Entries taken from a collection:
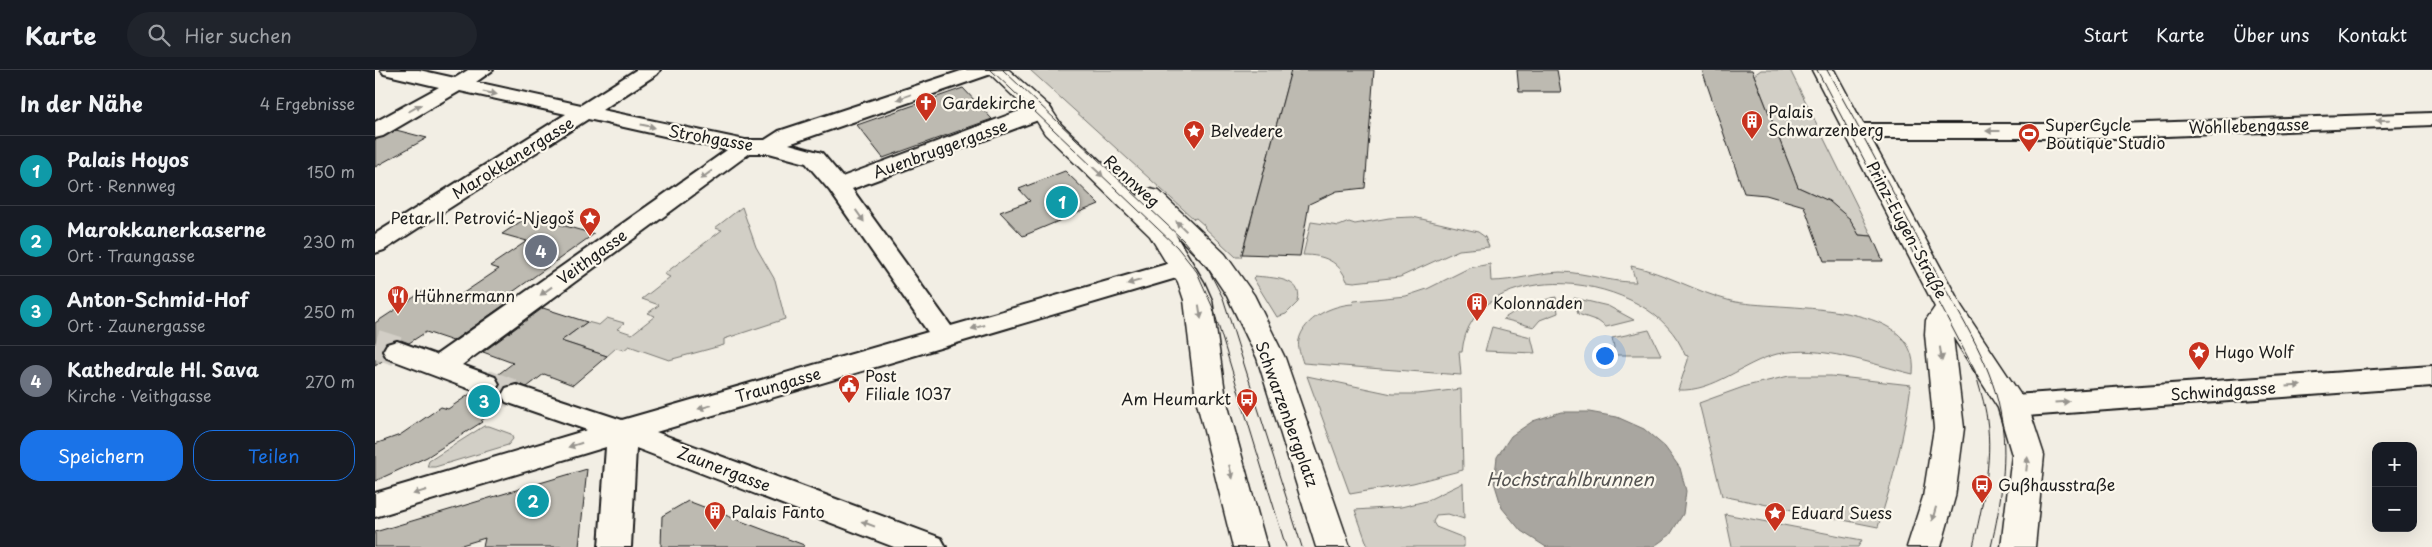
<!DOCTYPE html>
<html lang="de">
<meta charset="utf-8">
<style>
:root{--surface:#171b24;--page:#20242c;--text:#f1f3f6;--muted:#9ea1a6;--line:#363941;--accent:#1a73e8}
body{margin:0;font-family:"Playpen Sans",sans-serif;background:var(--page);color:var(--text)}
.controls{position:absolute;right:15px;bottom:15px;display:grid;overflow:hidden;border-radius:10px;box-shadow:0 5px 20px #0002}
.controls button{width:45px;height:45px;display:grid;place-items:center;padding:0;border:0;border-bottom:1px solid var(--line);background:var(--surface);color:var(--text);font:25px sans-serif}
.you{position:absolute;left:1229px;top:285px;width:18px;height:18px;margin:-12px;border:4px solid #fff;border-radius:50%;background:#1a73e8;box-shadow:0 0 0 8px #1a73e833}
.badge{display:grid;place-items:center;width:32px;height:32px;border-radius:50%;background:var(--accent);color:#fff;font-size:16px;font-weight:700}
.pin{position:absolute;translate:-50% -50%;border:2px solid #fff;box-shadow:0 1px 5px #0006}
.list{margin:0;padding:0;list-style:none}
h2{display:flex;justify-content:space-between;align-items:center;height:65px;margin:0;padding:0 20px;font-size:21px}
h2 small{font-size:16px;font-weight:400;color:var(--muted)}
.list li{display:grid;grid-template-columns:32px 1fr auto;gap:15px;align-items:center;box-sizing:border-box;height:70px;padding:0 20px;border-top:1px solid var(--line)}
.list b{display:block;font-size:19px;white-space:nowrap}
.list p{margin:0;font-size:16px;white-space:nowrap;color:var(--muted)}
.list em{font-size:16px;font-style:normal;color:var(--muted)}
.actions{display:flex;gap:10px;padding:15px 20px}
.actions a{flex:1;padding:11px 0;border:1px solid var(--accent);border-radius:20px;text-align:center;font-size:18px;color:var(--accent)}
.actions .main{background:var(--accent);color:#fff}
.icon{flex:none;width:28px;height:28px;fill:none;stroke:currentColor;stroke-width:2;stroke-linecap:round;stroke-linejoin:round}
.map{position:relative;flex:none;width:2057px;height:477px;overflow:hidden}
header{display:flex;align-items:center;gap:30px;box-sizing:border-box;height:70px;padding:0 25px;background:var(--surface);border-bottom:1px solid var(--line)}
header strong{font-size:24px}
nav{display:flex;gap:28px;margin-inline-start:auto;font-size:18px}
.search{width:350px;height:45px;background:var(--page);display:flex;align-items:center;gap:12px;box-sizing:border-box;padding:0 18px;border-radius:28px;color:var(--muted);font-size:19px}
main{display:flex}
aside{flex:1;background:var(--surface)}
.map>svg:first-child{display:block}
</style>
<header>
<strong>Karte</strong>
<div class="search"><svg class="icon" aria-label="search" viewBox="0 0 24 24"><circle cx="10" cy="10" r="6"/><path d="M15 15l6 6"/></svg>Hier suchen</div>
<nav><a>Start</a><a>Karte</a><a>Über uns</a><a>Kontakt</a></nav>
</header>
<main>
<aside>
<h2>In der Nähe<small>4 Ergebnisse</small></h2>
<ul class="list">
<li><span class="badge" style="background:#0f9aa8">1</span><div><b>Palais Hoyos</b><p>Ort · Rennweg</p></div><em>150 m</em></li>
<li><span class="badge" style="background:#0f9aa8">2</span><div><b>Marokkanerkaserne</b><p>Ort · Traungasse</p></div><em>230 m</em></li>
<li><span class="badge" style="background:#0f9aa8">3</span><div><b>Anton-Schmid-Hof</b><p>Ort · Zaunergasse</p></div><em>250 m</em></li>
<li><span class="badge" style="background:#6b7280">4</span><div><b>Kathedrale Hl. Sava</b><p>Kirche · Veithgasse</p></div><em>270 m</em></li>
</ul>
<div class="actions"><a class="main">Speichern</a><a>Teilen</a></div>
</aside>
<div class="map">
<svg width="2057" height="477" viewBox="0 0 2057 477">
<rect width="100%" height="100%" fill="#f2eee4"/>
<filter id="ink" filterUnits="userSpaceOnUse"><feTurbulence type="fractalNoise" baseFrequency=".02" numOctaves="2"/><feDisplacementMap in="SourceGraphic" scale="10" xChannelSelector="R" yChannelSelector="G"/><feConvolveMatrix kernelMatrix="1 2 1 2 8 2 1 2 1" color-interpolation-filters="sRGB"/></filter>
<g filter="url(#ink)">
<path fill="#d2cfc6" stroke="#777671" d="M655,0H916L866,187H861L829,157L830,156L821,148L819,149Z
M1386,0H1415L1497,166L1484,165C1469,138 1451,129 1423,117L1379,5Z
M367,137L381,177L400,210L410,249L349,269V275L294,290L254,276L249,280L241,278L232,286L186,271L212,252L224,255L232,248L249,253L242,259L257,264L280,246L273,243L284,235L267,229L295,207L289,204L347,160L340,158Z
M1038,147L1103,162L1110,167L1114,177L1084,180L1025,207L979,212L972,211C964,191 949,185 928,185L936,152L964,156L974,152L980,154L1014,148Z
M1115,194L1116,211C1140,211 1161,203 1185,202C1211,202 1236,213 1261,212L1256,196C1291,203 1321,222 1356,231C1403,242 1546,226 1538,304C1495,294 1446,274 1402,284C1367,293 1340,322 1303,320L1313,290V286L1310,285C1279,199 1096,182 1087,282H1084L1086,305L928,293C926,286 922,277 924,270C929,248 957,235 978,234L979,231L1031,226L1052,219L1094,198Z
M880,206C896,208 929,207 923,232L911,244L902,247L878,208Z
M1181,227L1183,243L1165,250L1159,257L1128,249L1150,235Z
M1199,228L1233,236L1259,250L1231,257L1223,251L1203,244Z
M1117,257L1156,267L1160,283L1110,281Z
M1274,260L1286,285H1236L1239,277L1237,268Z
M932,306L1017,324H1043L1086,319L1088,400L1038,413L975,424Z
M1414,306H1456L1536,315C1530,364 1518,410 1503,457L1347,426L1324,333L1371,316Z
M109,356H114L136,364L138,369L133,375L60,397H52L54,391Z
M1088,413L1089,449L1073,444L1061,445L1058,452L1061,457L1089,468V477H993L980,440L1026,437L1051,431Z
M1350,444L1487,470L1483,477H1357Z"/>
<path fill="#a9a6a0" stroke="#716f6b" d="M1186,342H1214L1242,347L1269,359L1290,377L1305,398L1311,421L1308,444L1295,465L1278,477H1171L1146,461L1127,438L1119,412L1122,387L1136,366L1158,351Z"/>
<path fill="#bdbab1" stroke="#1c1c1c" d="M916,0H999L990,118L962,121L934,134L925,186L867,184Z
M1142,0H1182L1186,22H1144Z
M1327,0H1377L1423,117L1454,131L1475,149L1484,165L1497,166L1508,191H1449L1429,136L1391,125L1369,123Z
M588,18L617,49L508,88L482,55Z
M21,60L52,68L0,97V70Z
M690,101L724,134L648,166L625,142L655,131L644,119Z
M154,146L219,164L132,226L139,228L78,271L51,262L34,273L23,269L11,272L6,280L10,289L0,296V253L50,220L78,230L124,199L115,196L152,171L127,164Z
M168,238L212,252L186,271L232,286L198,315L169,304L152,317L140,313L130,316L125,324L130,333L106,351L107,352L52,387L0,411V374L25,365L66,337L73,339L98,322L111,326L122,322L126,313L121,306L138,293L108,282Z
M212,399L204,477H108L110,468L80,477H0V462Z
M313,431L429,475L428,477H286L287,446Z"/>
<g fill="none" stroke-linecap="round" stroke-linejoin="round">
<path stroke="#d2cec6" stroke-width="29" stroke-dasharray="29 14" stroke-linecap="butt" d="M0,274L22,281
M110,314L141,325"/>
<g stroke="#1c1c1c" stroke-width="4">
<path id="street" d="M6,0H44L80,8L93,0H118L101,12L206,35L261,0H285L282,4L227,40L370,70H390L404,61L589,0H619L616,4L414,74L447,83L467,107L658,36L666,35L674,36L677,41L674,46L477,119L576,256L806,190L815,192L819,198L815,204L281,362L566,468L571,477H519L261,378L256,477H224L231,377L0,447V423L212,360L131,332L127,325L131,318L141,315L247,350L553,262L455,121L431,93L394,83H375L87,295L120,307L124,314L120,321L110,324L100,321L12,288L8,281L12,274L22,271L61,285L352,80L213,49L9,180L0,183V164L191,44L85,21L8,66L0,68V52L64,17L9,4Z
M2057,43V55L1743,68H1480L1472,66L1469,61L1472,56L1480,54H1743Z
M2057,296V316L1638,347L1628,343L1624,336L1628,329L1638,325Z"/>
</g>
<g stroke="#1c1c1c" stroke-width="3">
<path id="secondary" d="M611,0H634L674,36L686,54L763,126L766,121L775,119L784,121L850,184L879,225L910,288L975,477H941L882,288L852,226L832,196L800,164L829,212L837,230L851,329L892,477H858L821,329L809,230L803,212L775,166L670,64L658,45Z
M1437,0H1459L1587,237L1653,336L1669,385L1660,477H1626L1637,385L1623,338L1578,267L1589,358L1580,427L1566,477H1532L1548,427L1559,358L1550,264L1551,250L1560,237Z"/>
</g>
<use href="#street" fill="#fbf7ec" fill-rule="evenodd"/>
<use href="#secondary" fill="#fbf7ec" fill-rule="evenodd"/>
<path stroke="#1c1c1c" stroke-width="1" d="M616,0L802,177L822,202L838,238L911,477
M628,0L808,170L834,201L848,228L927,477
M1442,0L1600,301C1604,317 1610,333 1612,350C1618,392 1607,436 1598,477
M1452,0C1488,65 1523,132 1558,197C1583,243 1615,289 1625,341C1634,386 1626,433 1616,477"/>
</g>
<defs><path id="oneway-solid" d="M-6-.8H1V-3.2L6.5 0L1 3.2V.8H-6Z" transform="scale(1.25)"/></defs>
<g fill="#97948e">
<use href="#oneway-solid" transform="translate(115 23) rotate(12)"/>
<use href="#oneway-solid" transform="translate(529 27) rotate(161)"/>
<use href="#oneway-solid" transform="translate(40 38) rotate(-30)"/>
<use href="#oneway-solid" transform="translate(2008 50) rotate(178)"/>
<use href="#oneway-solid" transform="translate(273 56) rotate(12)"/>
<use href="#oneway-solid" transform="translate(1618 61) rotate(-180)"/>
<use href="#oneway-solid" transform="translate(723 102) rotate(43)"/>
<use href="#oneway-solid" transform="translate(331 105) rotate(144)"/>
<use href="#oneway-solid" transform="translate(485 146) rotate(55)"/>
<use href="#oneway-solid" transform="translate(806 156) rotate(-136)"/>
<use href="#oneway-solid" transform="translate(759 212) rotate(164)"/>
<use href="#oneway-solid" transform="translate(171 221) rotate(144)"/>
<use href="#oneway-solid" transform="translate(825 242) rotate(81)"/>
<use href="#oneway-solid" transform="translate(603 257) rotate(164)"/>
<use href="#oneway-solid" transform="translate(1566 284) rotate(81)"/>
<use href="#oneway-solid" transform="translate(1919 316) rotate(-4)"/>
<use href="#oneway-solid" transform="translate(1687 332) rotate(-4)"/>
<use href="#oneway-solid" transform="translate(330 337) rotate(164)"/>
<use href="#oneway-solid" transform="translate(200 375) rotate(163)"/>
<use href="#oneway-solid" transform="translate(1652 394) rotate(-84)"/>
<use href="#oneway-solid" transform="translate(856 402) rotate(75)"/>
<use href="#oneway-solid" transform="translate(45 422) rotate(163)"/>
<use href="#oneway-solid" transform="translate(1559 444) rotate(106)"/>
<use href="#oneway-solid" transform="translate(493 454) rotate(-159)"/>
</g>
</g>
<defs>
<g id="church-pin" transform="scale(1.125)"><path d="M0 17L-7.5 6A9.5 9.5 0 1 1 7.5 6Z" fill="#c8321e" stroke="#fbf7ec"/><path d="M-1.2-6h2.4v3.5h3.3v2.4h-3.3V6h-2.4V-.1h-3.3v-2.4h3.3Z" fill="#fff"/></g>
<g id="building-pin" transform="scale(1.125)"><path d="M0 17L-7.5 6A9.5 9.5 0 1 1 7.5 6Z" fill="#c8321e" stroke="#fbf7ec"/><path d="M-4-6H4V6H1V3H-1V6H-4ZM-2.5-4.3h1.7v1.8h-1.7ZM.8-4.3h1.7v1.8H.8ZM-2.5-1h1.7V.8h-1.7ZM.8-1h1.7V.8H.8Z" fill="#fff"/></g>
<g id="sight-pin" transform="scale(1.125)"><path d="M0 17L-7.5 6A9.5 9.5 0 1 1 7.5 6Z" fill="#c8321e" stroke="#fbf7ec"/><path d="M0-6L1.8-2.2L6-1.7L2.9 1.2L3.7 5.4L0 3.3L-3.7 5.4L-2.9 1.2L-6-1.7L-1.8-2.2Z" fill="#fff"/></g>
<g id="stadium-pin" transform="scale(1.125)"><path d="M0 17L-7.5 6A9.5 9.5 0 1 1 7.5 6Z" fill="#c8321e" stroke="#fbf7ec"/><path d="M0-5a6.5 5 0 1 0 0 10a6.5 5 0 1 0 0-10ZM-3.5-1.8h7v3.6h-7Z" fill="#fff"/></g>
<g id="restaurant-pin" transform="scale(1.125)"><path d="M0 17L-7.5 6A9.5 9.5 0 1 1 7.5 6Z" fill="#c8321e" stroke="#fbf7ec"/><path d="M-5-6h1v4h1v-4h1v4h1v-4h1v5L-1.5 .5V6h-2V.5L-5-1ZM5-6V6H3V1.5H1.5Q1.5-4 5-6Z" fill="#fff"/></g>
<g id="civic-pin" transform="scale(1.125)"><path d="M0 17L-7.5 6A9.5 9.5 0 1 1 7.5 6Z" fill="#c8321e" stroke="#fbf7ec"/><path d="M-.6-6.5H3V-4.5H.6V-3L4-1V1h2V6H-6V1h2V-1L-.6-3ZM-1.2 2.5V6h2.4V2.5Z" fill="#fff"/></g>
<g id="bus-pin" transform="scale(1.125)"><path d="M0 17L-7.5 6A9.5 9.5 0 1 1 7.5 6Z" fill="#c8321e" stroke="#fbf7ec"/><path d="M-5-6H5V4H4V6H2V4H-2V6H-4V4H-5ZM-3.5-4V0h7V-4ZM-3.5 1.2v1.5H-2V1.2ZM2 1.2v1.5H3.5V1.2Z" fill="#fff"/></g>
</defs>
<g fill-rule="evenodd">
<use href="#church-pin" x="551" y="33"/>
<use href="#building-pin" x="1377" y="51"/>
<use href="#sight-pin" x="819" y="61"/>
<use href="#stadium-pin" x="1654" y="64"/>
<use href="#sight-pin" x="215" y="148"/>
<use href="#restaurant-pin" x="23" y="226"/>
<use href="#building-pin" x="1102" y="233"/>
<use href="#sight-pin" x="1824" y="282"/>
<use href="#civic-pin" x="474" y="315"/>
<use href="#bus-pin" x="872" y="329"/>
<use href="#bus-pin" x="1607" y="415"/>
<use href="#building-pin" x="340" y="442"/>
<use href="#sight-pin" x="1400" y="443"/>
</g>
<g text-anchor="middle" stroke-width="4.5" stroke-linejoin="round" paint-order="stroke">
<g font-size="16" fill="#1c1c1c" stroke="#fbf7ec" text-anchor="start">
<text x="567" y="39">Gardekirche</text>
<text x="1393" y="48">Palais<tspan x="1393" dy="18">Schwarzenberg</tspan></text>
<text x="1670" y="61">SuperCycle<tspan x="1670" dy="18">Boutique Studio</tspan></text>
<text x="835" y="67">Belvedere</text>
<text x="199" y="154" text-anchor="end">Petar II. Petrović-Njegoš</text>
<text x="39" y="232">Hühnermann</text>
<text x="1118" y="239">Kolonnaden</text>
<text x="1840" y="288">Hugo Wolf</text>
<text x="490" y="312">Post<tspan x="490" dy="18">Filiale 1037</tspan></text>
<text x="856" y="335" text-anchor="end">Am Heumarkt</text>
<text x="1623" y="421">Gußhausstraße</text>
<text x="356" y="448">Palais Fanto</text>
<text x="1416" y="449">Eduard Suess</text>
</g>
<g font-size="16" fill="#1c1c1c" stroke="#fbf7ec">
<text transform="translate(1874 56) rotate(-2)" y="6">Wohllebengasse</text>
<text transform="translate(336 68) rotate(10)" y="6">Strohgasse</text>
<text transform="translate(565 79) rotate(-20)" y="6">Auenbruggergasse</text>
<text transform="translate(138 88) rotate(-32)" y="6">Marokkanergasse</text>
<text transform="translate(757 111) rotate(42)" y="6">Rennweg</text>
<text transform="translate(1532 160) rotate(62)" y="6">Prinz-Eugen-Straße</text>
<text transform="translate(217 187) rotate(-36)" y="6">Veithgasse</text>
<text transform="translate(403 315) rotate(-16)" y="6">Traungasse</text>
<text transform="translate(1848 321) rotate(-4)" y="6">Schwindgasse</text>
<text transform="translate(912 344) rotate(70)" y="6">Schwarzenbergplatz</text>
<text transform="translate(349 399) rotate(21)" y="6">Zaunergasse</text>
</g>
<g font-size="18" font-style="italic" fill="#545351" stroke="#fbf7ec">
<text x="1195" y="416">Hochstrahlbrunnen</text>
</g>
</g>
</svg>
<div class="controls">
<button>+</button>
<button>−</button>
</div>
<div class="you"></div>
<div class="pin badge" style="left:687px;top:132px;background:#0f9aa8">1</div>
<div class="pin badge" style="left:158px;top:431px;background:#0f9aa8">2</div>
<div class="pin badge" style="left:109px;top:331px;background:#0f9aa8">3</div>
<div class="pin badge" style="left:166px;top:181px;background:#6b7280">4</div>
</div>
</main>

Work required
Read the data above and pull out each line that holds the string "linecap".

Response box
.icon{flex:none;width:28px;height:28px;fill:none;stroke:currentColor;stroke-width:2;stroke-linecap:round;stroke-linejoin:round}
<g fill="none" stroke-linecap="round" stroke-linejoin="round">
<path stroke="#d2cec6" stroke-width="29" stroke-dasharray="29 14" stroke-linecap="butt" d="M0,274L22,281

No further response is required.